Problem
From the entries below, pull out each line where "lane" appears.

Records supplied
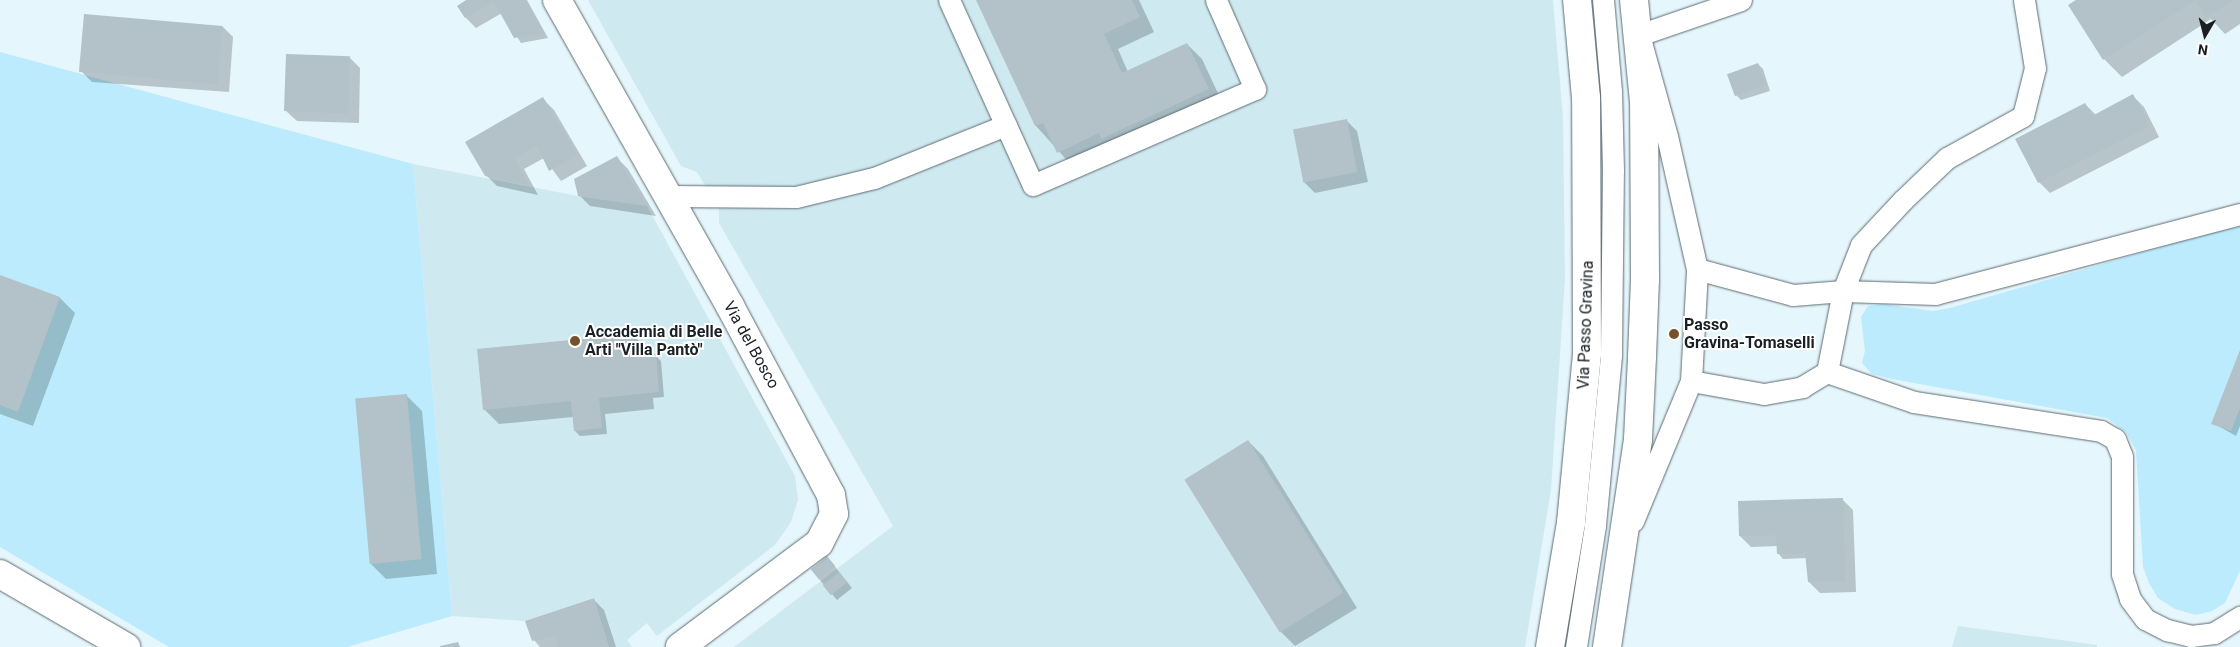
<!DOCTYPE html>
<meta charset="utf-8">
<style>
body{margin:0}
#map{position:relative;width:2240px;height:647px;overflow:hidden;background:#e5f6fc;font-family:Roboto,sans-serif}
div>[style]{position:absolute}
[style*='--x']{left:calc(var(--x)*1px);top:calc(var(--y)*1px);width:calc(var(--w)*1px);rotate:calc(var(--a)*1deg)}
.built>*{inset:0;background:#cfe9f1}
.green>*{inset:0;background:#bbebfc}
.shadow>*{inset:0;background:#0003}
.building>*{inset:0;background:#b2c2c8;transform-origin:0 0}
.roads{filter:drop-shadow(0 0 1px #5d6b70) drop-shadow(0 0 1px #5d6b70)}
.lane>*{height:21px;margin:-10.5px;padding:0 10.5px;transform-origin:10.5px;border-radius:10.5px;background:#fff}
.street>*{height:28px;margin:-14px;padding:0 14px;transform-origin:14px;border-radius:14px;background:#fff}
.secondary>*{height:28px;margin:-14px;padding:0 14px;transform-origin:14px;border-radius:14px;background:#fff}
.primary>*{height:28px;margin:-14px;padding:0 14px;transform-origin:14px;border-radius:14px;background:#fff}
.dots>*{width:14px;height:14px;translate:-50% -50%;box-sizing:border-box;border:2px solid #fff;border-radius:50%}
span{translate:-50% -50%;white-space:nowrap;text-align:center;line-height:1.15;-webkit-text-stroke:4px #fff;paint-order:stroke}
.street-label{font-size:16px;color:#191f22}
.poi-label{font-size:16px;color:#191f22;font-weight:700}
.left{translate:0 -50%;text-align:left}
.north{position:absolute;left:2180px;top:10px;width:50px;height:50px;-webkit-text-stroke:4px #fff;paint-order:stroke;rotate:188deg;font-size:14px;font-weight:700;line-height:20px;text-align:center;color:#191f22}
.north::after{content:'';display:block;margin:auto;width:18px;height:22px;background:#191f22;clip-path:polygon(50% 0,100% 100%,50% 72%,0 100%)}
</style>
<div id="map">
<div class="built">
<i style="clip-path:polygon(588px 0,1553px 0,1563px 118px,1565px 279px,1551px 490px,1525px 647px,734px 647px,893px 526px,719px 223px,719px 210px,710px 194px,697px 172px,681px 166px)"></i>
<i style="clip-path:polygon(413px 164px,578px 196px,647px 206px,795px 476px,798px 500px,791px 522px,775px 545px,657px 636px,647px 623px,627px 640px,632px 647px,609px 647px,593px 598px,525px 621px,452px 616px)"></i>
<i style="clip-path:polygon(1958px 626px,2097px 645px,2097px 647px,1952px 647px)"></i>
</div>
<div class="green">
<i style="clip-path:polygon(0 52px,413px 164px,452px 616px,347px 647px,169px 647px,0 547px)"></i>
<i style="clip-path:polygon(2240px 224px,2240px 571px,2225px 603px,2212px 611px,2196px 615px,2175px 609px,2158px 598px,2149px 583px,2143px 567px,2136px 450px,2126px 432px,2107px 418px,1892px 379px,1872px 374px,1862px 363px,1865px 351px,1861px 317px,1868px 306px,1883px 304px,1933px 311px,1950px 308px)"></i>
</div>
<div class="shadow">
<i style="clip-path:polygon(469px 0,527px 0,548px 38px,521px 43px,502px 13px,476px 28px,466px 18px)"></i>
<i style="clip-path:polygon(977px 0,1139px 0,1154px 32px,1118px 49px,1128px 72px,1187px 44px,1202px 59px,1223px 104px,1073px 167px,1036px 126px)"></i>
<i style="clip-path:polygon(2078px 0,2240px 0,2240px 24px,2225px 34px,2211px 19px,2122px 77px,2104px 59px)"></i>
<i style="clip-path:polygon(222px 26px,233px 37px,229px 92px,92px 82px,81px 71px)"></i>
<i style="clip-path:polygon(349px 57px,360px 68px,359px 123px,297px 121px,286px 111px)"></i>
<i style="clip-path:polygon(1758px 64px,1763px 69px,1770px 91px,1741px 100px,1736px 95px)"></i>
<i style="clip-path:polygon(2133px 96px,2144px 107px,2159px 137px,2050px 193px,2039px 182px,2085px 104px,2096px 115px)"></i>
<i style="clip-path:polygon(543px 99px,554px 110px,587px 166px,561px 181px,544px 158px,524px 169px,538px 195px,497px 186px,486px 175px)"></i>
<i style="clip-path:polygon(1346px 120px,1357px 131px,1368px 182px,1315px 193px,1304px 182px)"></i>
<i style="clip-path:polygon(617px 158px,628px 169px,656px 216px,590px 206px,579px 195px)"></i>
<i style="clip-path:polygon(0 277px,60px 298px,75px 313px,33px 426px,0 414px)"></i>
<i style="clip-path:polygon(633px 335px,648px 350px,648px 356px,655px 355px,661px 361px,664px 397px,653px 398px,654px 409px,605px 414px,607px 434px,580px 436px,575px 431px,573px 417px,499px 424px,484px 409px)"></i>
<i style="clip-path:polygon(2240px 353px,2240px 426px,2236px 436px,2213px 423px)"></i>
<i style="clip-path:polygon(407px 396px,422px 411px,437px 574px,386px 579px,371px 564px)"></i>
<i style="clip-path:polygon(1248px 441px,1263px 456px,1357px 608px,1295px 646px,1280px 631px,1186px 479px)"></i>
<i style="clip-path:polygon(1842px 499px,1853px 510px,1856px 592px,1820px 593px,1809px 582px,1808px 558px,1783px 559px,1778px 553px,1778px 546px,1751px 547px,1740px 536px)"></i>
<i style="clip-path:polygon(832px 563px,852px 588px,837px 600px,819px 579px)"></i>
<i style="clip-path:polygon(593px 599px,604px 610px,616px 647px,540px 647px,534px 640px)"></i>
</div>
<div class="building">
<i style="clip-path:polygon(466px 0,525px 0,544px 33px,514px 38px,494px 2px,465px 18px,457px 6px)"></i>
<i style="clip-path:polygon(976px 0,1132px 0,1140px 17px,1104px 34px,1122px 73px,1187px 43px,1209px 89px,1101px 139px,1099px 133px,1057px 153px,1043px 123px,1035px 126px)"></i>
<i style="clip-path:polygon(2076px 0,2196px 0,2103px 60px,2068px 5px)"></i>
<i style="clip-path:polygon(2196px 0,2233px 0,2206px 17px)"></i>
<i style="left:84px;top:14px;width:139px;height:58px;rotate:5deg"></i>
<i style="left:286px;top:54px;width:64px;height:57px;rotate:2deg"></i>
<i style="left:1758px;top:63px;width:23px;height:33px;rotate:70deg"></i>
<i style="clip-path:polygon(2133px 94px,2149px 126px,2038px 183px,2015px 139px,2085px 103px,2092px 116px)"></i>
<i style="clip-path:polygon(543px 97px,577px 155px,549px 171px,537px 146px,514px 158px,529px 185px,485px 176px,465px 142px)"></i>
<i style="left:1347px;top:119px;width:54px;height:55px;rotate:79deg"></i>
<i style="clip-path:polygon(617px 156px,637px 190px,647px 206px,578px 196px,574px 179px)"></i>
<i style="clip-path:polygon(0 275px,60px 297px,18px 412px,0 405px)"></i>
<i style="clip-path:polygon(633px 334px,635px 356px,656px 354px,659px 392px,599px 398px,602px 428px,574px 431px,571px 401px,483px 410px,477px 349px)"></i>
<i style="clip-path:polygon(2240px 350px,2240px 408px,2231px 431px,2211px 424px)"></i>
<i style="left:407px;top:394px;width:166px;height:52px;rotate:85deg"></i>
<i style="left:1248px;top:440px;width:180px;height:75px;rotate:58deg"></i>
<i style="clip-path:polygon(1843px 498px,1845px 582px,1808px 582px,1805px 553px,1777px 554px,1776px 535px,1739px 536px,1738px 501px)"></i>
<i style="left:827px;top:556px;width:13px;height:21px;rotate:51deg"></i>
<i style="left:839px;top:572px;width:13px;height:21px;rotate:51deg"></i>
<i style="clip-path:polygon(594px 598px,609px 647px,559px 647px,556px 636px,532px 641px,525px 621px)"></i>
<i style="clip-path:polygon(458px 642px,460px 647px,440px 647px,440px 646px)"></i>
</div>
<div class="roads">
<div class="lane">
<i style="--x:949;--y:0;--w:203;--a:65.6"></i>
<i style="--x:1033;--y:185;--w:242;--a:-23.4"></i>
<i style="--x:1255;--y:89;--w:97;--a:-113.7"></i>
<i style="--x:1741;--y:0;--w:108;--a:161.1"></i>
<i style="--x:1639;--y:35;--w:105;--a:74.5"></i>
<i style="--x:1667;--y:136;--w:136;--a:77.3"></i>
<i style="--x:1697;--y:269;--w:99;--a:15.2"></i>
<i style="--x:1793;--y:295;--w:50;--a:-4.6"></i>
<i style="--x:1843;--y:291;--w:49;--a:-68.6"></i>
<i style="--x:1861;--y:245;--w:62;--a:-47"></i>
<i style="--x:1903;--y:200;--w:61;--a:-43.7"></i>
<i style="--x:1947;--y:158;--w:87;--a:-28.9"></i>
<i style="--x:2023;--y:116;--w:49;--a:-76"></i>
<i style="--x:2035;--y:68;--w:69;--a:-99.2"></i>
<i style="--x:668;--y:196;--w:128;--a:0.4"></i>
<i style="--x:796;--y:197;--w:80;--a:-13.7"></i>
<i style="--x:874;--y:178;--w:142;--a:-21.9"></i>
<i style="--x:2240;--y:214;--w:314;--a:165.3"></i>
<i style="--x:1936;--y:294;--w:93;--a:-178.2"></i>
<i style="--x:1843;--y:291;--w:83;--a:101.2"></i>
<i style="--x:1827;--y:372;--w:92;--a:19"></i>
<i style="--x:1914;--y:402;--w:189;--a:8.8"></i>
<i style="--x:2101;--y:431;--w:16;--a:30"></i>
<i style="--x:2115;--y:439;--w:18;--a:68"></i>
<i style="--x:2122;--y:456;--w:118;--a:90"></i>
<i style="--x:2122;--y:574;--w:26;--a:72"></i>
<i style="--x:2130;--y:599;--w:25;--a:53"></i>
<i style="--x:2145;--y:619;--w:25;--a:27"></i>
<i style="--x:2167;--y:630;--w:25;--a:14"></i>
<i style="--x:2191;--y:636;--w:23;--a:-7"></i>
<i style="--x:2214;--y:633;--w:31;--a:-32"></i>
<i style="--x:1691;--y:381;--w:74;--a:10.1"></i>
<i style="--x:1764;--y:394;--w:39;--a:-10"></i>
<i style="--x:1802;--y:387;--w:29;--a:-31"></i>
<i style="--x:1633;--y:521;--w:152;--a:-67.5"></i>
<i style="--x:1691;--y:381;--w:112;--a:-86.9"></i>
<i style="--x:1576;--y:647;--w:123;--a:-81.1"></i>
<i style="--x:1595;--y:525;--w:171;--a:-84.6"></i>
<i style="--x:1611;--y:355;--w:184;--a:-89.4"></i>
<i style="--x:1613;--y:171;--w:80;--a:-91.4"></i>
<i style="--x:1611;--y:91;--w:91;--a:-95"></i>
</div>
<div class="street">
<i style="--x:0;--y:574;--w:146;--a:30.1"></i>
</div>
<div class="secondary">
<i style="--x:557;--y:0;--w:352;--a:60.5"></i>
<i style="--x:730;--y:306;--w:214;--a:61.9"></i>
<i style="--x:831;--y:495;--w:19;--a:81"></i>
<i style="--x:834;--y:514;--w:33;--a:117"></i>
<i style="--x:819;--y:543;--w:174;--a:143.2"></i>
</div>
<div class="primary">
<i style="--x:1550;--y:647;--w:126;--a:-80.4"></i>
<i style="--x:1571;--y:523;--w:171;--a:-84.6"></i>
<i style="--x:1587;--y:353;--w:255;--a:-90.2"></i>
<i style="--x:1586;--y:98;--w:98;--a:-95.2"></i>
<i style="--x:1607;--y:647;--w:210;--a:-81.5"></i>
<i style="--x:1638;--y:439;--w:82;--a:-87.2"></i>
<i style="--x:1642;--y:357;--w:77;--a:-87.8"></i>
<i style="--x:1645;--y:280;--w:178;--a:-90.3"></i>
<i style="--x:1644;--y:102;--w:102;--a:-95.6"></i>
</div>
</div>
<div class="dots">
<i style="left:1674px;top:334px;background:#74532a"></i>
<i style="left:575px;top:341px;background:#74532a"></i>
</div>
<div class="street-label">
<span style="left:1586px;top:325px;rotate:-88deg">Via Passo Gravina</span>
<span style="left:751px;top:345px;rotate:61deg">Via del Bosco</span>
</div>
<div class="poi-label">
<span class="left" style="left:1684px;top:334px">Passo<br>Gravina-Tomaselli</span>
<span class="left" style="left:585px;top:341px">Accademia di Belle<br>Arti "Villa Pantò"</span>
</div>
<div class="north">N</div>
</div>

Response to this exercise
.lane>*{height:21px;margin:-10.5px;padding:0 10.5px;transform-origin:10.5px;border-radius:10.5px;background:#fff}
<div class="lane">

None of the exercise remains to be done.